Spiral

spiraldb.com

257 points by jorangreef 2 days ago


mellosouls - 2 days ago

This is a pretty website but doesn't actually give us anything to actually look at, its just blurb.

For anybody confused, the "Vortex" stuff is the underlying data format used but isn't the database/whatever this website (by the creators of Vortex) is pushing.

pauldix - 2 days ago

I've been following this team's work for a while and what they're doing is super interesting. The file format they created and put into the LF, Vortex, is very welcome innovation in the space: https://github.com/vortex-data/vortex

I'm excited to start doing some experimentation with Vortex to see how it can improve our products.

Great stuff, congrats to Will and team!

spankalee - 2 days ago

I'm curious... I'm not a database or AI engineer. The last time I did GPU work was over a decade ago. What is the point of the "saturate an H100" metric?

I would think that a GPU isn't just sitting there waiting on a process that's in turn waiting for one query to finish to start the next query, but that a bunch of parallel queries and scans would be running, fed from many DB and object store servers, keeping the GPUs as utilized as possible. Given how expensive GPUs are, it would seem like a good trade to buy more servers to keep them fed, even if you do want to make the servers and DB/object store reads faster.

paxys - 2 days ago

Wasn't "3.0" supposed to be crypto? Is it AI now? It's had to keep track.

vouwfietsman - 2 days ago

Although I welcome a parquet successor, I am not particularly interested in a more complicated format. Random access time improvements are nice, but really what I would like just storing multiple tables in a single parquet file.

When I read "possible extension through embedded wasm encoders" I can already imagine the c++ linker hell required to get this thing included in my project.

I also don't think a lot of people need "ai scale".

cryptonector - 2 days ago

I can't tell what this is about.

donperignon - 2 days ago

“ We work in person at our offices in London and New York. Face to face is better: if uncertain, the answer is “yes, get on the plane”. On Wednesdays, we wear pink.”

No comments.

djfobbz - 2 days ago

So this Vortex engine is a combination of OLTP and OLAP on steroids?

dwroberts - a day ago

> Remember that uncanny valley between 1KB and 25MB? The problem isn't the sizes—it's that Second Age systems force you to choose between two bad options: inline the data (killing performance) or store pointers (breaking governance). Spiral eliminates this false choice. We store 10KB embeddings directly in Vortex for microsecond access, intelligently batch 10MB blocks of images for optimal S3 throughput, and externalize 4GB videos without copying a single byte. One system, no compromises.

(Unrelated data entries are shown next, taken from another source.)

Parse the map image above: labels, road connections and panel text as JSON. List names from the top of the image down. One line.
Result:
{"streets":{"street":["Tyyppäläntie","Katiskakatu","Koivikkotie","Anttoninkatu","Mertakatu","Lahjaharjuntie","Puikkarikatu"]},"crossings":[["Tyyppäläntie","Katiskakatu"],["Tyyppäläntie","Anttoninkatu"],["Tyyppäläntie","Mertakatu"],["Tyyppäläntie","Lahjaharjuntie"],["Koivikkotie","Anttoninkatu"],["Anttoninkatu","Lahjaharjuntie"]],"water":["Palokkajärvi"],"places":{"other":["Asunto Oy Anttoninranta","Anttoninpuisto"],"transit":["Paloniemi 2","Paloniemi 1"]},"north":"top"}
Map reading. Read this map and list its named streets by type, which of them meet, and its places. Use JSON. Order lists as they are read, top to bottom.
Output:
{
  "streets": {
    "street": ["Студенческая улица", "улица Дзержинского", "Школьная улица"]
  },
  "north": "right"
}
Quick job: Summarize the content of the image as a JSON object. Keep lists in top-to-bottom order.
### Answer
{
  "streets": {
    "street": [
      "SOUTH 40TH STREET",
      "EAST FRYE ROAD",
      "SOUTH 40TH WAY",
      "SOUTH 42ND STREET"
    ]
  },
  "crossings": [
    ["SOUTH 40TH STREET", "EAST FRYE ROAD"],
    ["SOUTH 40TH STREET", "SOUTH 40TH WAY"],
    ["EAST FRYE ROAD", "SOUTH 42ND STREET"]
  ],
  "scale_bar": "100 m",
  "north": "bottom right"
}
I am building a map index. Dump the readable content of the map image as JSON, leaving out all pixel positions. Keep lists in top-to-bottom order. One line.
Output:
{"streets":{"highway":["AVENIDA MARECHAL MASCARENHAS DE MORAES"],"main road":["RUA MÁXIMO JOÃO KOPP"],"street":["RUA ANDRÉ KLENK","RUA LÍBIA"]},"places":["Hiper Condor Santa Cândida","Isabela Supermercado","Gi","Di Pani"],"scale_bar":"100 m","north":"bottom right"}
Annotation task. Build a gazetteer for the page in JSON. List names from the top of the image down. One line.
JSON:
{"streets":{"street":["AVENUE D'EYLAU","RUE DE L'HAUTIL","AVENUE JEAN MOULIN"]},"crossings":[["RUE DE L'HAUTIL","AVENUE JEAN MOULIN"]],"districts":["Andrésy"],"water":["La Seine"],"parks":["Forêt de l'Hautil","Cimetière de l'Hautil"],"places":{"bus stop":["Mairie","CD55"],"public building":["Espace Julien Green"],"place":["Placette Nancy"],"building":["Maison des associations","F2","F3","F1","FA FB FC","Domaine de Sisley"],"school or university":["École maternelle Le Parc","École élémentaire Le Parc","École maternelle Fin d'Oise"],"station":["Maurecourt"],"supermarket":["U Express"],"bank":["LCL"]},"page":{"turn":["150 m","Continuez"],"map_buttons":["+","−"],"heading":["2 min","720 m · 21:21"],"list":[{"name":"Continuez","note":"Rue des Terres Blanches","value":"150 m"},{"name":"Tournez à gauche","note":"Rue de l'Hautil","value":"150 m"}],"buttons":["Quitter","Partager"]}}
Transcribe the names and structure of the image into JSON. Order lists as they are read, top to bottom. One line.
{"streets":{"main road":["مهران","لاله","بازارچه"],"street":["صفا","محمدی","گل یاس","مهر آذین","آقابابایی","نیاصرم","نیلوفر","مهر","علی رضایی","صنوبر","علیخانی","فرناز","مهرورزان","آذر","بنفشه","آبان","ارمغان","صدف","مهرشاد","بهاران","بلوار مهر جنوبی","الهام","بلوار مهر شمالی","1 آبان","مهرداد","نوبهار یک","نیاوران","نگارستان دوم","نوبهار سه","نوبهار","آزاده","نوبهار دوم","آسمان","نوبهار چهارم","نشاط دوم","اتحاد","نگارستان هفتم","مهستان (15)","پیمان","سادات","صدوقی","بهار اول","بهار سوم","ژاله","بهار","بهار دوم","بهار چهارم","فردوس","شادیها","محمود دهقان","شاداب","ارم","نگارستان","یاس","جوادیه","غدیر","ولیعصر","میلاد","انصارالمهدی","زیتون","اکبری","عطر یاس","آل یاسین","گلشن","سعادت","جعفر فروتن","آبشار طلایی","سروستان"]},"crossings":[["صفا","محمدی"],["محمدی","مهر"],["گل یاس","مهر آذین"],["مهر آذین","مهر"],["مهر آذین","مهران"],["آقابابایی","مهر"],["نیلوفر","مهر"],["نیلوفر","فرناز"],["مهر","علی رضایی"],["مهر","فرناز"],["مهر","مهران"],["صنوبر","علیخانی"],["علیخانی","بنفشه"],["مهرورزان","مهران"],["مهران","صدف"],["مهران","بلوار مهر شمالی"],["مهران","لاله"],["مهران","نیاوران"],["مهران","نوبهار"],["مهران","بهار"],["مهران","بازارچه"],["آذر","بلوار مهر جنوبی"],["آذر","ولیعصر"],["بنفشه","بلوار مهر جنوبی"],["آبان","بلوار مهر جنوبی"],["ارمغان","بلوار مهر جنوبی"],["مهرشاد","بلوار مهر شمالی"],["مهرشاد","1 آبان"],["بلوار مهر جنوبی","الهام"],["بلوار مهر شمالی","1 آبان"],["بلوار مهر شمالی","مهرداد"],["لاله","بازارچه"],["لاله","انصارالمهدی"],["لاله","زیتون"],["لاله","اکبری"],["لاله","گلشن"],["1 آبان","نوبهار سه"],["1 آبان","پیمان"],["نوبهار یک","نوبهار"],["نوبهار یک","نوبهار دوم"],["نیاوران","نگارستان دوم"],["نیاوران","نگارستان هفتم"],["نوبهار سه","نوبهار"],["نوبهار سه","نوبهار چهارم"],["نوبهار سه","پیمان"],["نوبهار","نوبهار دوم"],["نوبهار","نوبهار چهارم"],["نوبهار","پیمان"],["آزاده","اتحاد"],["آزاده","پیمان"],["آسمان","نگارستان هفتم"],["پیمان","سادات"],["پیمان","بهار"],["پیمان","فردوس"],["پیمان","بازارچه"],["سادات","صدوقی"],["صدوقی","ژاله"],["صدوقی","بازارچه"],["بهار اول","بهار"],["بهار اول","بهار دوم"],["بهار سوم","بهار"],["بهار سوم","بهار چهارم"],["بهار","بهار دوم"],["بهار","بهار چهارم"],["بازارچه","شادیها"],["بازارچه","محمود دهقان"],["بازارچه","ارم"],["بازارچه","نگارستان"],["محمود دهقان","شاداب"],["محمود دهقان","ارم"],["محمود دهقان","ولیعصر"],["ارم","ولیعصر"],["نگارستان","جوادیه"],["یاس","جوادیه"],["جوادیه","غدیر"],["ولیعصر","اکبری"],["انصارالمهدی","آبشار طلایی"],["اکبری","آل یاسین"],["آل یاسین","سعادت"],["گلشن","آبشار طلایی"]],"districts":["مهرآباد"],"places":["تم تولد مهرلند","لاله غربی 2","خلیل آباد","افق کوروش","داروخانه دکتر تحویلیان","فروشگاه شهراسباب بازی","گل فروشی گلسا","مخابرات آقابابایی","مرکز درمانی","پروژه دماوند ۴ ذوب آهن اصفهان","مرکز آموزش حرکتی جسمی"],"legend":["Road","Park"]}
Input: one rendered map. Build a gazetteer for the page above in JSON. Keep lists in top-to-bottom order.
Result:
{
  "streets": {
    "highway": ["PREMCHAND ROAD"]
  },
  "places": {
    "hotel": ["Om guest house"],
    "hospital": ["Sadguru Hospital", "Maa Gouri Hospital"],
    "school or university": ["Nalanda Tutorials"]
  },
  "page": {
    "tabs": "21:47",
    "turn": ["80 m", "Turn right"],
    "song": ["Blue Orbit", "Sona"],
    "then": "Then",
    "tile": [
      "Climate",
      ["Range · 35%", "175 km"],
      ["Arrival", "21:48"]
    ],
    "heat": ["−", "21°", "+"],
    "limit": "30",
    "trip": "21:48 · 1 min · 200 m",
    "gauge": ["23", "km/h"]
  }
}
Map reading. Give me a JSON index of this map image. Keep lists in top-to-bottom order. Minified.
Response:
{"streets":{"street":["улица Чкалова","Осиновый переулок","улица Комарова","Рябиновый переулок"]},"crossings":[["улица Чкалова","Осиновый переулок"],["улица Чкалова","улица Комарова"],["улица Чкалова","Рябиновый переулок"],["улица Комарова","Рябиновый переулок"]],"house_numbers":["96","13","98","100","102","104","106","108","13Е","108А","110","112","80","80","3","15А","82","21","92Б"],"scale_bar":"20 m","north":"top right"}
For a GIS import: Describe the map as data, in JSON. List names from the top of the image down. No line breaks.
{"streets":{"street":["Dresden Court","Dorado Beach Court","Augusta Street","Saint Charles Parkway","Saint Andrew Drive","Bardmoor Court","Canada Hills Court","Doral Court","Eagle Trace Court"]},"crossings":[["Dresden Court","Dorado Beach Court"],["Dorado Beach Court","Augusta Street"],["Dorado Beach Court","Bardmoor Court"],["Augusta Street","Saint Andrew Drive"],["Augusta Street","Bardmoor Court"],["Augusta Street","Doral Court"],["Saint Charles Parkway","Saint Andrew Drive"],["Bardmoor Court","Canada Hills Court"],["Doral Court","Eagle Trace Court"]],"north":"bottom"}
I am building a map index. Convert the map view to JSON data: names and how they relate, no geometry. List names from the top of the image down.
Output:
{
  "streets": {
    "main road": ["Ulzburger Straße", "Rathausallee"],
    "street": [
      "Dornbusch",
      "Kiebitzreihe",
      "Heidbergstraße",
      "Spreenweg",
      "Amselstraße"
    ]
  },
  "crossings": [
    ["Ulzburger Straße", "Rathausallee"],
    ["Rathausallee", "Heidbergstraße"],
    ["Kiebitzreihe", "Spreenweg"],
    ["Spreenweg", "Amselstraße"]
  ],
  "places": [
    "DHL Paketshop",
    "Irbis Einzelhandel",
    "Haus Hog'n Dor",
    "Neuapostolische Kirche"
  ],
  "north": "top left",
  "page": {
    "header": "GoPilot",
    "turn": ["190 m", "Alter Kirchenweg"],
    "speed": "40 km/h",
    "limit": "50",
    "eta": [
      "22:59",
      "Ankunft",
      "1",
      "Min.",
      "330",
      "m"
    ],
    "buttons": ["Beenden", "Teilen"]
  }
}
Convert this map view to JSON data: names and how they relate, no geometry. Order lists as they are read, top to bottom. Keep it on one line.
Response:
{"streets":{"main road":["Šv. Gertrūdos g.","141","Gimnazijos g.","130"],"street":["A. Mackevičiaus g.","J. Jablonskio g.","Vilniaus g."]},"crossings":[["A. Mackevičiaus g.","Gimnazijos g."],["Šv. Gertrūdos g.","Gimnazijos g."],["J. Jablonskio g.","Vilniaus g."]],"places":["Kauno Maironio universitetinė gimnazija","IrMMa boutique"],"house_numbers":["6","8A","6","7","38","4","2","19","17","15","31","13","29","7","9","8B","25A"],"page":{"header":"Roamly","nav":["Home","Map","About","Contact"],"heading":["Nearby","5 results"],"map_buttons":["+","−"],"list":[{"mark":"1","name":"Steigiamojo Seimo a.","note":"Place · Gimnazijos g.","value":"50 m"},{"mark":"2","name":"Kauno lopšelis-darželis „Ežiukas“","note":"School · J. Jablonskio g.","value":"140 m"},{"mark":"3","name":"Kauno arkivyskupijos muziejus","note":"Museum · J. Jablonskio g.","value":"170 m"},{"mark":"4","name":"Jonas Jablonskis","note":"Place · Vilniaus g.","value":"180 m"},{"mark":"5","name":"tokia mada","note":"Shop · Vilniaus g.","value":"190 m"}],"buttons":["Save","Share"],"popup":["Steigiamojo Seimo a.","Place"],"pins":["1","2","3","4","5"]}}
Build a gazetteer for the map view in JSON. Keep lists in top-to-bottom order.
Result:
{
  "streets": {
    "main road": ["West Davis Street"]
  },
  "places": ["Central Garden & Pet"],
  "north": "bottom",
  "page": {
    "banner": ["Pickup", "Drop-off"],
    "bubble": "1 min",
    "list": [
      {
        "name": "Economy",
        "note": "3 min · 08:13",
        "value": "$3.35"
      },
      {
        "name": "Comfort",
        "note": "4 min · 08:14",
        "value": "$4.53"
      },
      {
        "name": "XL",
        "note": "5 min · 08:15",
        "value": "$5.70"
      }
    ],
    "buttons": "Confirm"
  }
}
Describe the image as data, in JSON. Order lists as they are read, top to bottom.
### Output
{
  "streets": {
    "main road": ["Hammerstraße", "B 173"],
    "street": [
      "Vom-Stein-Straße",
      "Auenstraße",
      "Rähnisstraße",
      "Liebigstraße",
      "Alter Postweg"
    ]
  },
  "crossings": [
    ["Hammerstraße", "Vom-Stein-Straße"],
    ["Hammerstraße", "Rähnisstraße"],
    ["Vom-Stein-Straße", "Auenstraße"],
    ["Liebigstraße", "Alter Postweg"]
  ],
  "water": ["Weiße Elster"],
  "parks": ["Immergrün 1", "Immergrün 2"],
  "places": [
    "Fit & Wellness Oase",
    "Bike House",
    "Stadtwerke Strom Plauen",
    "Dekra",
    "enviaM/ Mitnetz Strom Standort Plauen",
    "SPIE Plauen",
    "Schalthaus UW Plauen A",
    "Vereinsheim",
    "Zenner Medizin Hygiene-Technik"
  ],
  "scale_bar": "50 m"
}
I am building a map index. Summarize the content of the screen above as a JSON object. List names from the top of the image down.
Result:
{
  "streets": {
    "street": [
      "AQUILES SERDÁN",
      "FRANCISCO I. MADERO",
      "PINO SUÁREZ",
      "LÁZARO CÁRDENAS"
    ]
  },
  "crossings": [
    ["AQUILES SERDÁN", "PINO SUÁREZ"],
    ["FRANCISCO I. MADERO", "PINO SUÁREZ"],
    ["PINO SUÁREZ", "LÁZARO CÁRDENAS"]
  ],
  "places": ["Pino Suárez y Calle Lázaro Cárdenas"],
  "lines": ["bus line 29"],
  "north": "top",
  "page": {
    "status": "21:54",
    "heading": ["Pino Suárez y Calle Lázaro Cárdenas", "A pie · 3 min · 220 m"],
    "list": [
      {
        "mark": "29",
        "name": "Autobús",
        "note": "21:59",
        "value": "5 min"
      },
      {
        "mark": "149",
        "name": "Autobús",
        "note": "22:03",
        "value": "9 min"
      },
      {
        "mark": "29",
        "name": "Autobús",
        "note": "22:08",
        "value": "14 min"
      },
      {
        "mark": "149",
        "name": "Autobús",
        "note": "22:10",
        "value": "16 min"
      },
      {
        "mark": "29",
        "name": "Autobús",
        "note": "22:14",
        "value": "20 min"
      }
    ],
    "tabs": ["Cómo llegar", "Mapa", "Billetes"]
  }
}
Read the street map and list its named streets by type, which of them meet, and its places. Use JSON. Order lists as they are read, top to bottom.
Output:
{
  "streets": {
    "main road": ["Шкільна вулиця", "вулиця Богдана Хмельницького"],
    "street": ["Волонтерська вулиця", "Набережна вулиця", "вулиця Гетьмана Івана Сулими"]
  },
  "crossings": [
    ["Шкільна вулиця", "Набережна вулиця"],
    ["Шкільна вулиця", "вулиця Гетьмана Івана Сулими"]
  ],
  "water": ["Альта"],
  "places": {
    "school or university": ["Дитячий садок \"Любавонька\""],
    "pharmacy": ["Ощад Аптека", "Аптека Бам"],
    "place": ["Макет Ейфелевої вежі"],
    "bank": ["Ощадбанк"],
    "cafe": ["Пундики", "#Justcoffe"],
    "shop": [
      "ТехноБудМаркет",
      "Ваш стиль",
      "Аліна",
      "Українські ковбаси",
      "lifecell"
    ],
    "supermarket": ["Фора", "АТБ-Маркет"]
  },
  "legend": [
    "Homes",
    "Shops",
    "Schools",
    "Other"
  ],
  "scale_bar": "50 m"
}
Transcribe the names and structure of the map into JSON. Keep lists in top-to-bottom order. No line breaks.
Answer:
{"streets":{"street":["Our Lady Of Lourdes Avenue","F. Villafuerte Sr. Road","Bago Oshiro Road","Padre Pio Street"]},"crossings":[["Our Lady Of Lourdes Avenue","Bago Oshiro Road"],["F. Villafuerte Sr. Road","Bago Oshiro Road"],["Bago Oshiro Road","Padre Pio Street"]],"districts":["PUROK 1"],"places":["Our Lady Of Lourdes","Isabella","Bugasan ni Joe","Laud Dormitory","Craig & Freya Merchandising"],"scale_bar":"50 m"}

No compromises but isn’t ‘externalising’ a large video the equivalent of storing a pointer in the first example? Can’t really see any other way to understand what that means (it goes to an external system and you store where it is)

reactordev - 2 days ago

Anyone that can improve upon the parquet hell that is my life is gladly welcomed...

rubenvanwyk - 2 days ago

Interesting that Joran from Tigerbeetle posted this? So must be legit.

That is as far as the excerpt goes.